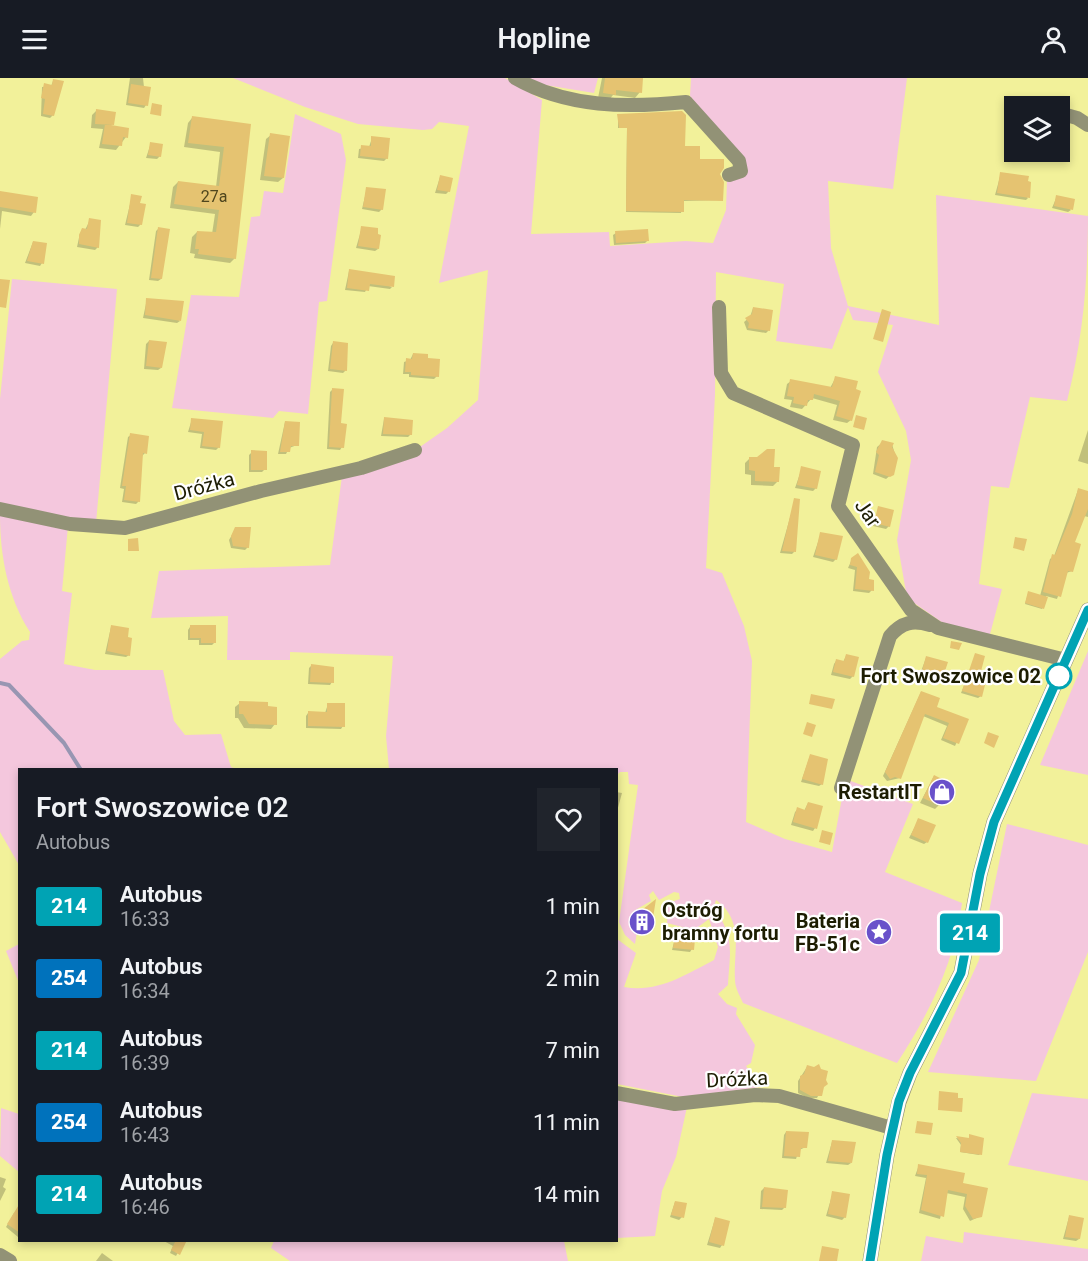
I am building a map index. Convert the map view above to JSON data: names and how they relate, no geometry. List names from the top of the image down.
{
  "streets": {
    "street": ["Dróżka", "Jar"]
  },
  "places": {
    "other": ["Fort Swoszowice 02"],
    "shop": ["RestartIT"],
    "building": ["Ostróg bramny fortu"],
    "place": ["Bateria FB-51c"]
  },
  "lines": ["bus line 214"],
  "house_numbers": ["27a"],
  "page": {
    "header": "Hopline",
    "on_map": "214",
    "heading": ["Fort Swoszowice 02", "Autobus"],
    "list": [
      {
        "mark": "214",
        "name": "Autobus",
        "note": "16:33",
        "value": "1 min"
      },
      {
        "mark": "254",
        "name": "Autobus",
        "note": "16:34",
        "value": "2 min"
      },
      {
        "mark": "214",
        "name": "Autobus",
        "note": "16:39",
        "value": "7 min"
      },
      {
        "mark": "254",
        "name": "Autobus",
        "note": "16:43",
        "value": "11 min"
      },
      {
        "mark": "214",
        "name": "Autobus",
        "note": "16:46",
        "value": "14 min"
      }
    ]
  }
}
◆ ◆ ◆ ◆ ◆
Return the listing verbatim, pictures excluded.

### Solution below
I am building a map index. Convert the map view above to JSON data: names and how they relate, no geometry. List names from the top of the image down.
{
  "streets": {
    "street": ["Dróżka", "Jar"]
  },
  "places": {
    "other": ["Fort Swoszowice 02"],
    "shop": ["RestartIT"],
    "building": ["Ostróg bramny fortu"],
    "place": ["Bateria FB-51c"]
  },
  "lines": ["bus line 214"],
  "house_numbers": ["27a"],
  "page": {
    "header": "Hopline",
    "on_map": "214",
    "heading": ["Fort Swoszowice 02", "Autobus"],
    "list": [
      {
        "mark": "214",
        "name": "Autobus",
        "note": "16:33",
        "value": "1 min"
      },
      {
        "mark": "254",
        "name": "Autobus",
        "note": "16:34",
        "value": "2 min"
      },
      {
        "mark": "214",
        "name": "Autobus",
        "note": "16:39",
        "value": "7 min"
      },
      {
        "mark": "254",
        "name": "Autobus",
        "note": "16:43",
        "value": "11 min"
      },
      {
        "mark": "214",
        "name": "Autobus",
        "note": "16:46",
        "value": "14 min"
      }
    ]
  }
}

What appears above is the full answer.